(Beginning of Data to use)

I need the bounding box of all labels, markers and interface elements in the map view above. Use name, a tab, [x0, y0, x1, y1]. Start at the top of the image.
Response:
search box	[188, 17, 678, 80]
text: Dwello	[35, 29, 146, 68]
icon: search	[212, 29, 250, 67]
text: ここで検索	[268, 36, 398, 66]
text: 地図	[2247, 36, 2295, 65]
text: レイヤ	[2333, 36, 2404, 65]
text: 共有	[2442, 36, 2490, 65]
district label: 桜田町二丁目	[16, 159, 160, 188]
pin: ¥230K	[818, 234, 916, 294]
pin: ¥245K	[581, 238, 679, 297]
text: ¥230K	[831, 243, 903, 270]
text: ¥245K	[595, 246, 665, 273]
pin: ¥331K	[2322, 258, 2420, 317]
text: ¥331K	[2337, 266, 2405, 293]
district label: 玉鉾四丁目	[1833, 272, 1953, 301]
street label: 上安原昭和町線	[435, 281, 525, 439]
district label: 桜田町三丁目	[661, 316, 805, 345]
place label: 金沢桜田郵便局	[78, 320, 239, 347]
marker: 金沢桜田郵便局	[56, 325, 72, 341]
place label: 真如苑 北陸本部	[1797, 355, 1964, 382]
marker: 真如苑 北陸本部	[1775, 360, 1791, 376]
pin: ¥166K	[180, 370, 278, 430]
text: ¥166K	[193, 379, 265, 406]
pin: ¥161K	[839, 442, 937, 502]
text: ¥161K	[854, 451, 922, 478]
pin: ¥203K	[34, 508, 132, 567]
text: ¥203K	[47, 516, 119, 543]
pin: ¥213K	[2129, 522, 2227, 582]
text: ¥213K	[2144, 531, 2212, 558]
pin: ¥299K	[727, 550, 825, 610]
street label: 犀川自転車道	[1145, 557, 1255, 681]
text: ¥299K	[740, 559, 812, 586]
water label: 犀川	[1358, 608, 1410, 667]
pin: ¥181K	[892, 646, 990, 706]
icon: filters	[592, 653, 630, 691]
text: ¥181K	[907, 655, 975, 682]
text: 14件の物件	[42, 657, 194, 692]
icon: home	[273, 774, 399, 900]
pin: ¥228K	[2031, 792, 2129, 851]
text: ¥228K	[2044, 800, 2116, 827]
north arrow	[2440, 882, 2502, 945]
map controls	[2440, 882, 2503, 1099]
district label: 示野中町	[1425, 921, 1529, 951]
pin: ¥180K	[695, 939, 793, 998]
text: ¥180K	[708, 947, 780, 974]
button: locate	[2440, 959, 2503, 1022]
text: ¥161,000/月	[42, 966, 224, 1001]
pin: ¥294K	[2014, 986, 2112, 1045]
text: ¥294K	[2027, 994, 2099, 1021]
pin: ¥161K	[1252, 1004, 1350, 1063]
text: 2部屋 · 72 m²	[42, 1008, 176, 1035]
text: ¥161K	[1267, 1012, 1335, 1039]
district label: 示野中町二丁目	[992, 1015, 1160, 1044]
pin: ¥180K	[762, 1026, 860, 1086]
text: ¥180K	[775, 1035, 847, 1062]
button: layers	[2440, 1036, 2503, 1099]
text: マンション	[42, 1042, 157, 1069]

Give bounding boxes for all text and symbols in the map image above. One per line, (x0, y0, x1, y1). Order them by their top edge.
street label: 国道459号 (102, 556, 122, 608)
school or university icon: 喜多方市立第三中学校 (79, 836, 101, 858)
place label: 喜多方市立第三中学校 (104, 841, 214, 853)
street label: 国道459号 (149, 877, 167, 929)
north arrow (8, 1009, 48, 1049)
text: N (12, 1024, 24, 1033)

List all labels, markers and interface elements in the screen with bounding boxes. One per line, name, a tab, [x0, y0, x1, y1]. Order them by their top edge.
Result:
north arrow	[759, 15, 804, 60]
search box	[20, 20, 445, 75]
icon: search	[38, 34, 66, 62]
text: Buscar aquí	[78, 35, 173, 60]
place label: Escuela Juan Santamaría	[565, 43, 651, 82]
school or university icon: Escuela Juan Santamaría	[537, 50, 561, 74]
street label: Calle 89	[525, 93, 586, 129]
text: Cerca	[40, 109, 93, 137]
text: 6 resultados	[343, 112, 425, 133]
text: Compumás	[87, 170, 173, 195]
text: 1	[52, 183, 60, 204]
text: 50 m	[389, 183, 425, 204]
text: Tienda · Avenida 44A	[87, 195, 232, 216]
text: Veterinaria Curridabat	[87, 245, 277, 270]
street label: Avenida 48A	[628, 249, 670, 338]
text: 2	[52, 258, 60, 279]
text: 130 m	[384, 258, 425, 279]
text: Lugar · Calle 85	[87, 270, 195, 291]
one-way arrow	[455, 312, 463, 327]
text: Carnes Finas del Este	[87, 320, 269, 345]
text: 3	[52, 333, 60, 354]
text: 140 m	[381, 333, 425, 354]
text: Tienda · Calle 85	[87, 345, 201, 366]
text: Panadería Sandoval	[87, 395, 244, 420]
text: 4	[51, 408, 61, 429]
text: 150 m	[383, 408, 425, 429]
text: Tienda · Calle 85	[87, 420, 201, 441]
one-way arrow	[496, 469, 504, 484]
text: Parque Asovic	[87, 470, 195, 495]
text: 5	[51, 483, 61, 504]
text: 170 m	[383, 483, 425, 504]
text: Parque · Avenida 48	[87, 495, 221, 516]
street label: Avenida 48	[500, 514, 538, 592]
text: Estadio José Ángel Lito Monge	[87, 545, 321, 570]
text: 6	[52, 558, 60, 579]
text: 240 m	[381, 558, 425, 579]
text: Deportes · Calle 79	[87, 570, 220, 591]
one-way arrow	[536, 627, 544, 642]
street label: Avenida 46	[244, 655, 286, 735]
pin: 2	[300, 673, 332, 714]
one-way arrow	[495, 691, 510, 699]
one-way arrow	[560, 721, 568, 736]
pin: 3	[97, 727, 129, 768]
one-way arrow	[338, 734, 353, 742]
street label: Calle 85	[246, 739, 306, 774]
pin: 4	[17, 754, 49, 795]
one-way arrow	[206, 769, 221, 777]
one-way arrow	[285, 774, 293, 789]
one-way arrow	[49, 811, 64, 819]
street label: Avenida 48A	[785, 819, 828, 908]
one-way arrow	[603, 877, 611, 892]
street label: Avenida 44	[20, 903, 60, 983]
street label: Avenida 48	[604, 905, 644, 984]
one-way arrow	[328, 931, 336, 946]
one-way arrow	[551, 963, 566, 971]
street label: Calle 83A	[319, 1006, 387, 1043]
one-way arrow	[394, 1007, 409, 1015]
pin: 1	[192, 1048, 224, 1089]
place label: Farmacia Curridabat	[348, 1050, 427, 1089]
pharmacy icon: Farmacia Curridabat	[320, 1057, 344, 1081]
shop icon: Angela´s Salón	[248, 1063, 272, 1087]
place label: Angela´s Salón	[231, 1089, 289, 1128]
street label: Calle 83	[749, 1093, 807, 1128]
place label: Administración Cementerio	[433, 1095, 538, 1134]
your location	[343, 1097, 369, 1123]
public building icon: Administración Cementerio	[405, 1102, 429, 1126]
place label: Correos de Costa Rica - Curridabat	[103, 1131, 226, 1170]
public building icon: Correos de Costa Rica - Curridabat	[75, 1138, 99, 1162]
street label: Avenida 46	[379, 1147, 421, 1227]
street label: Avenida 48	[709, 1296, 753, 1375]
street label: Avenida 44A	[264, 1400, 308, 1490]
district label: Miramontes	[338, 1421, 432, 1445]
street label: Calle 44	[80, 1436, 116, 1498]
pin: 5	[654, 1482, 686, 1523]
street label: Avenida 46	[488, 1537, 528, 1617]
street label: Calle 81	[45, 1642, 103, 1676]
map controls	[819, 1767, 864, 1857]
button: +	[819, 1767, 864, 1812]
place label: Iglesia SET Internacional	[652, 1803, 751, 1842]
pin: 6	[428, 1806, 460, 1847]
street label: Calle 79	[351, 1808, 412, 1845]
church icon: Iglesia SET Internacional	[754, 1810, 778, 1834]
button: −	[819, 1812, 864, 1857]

(End of Data to use)

- [What the exercise asks]
How many lines of the entries contain the word "Cementerio"? Only the number is wanted.

- [Your response]
2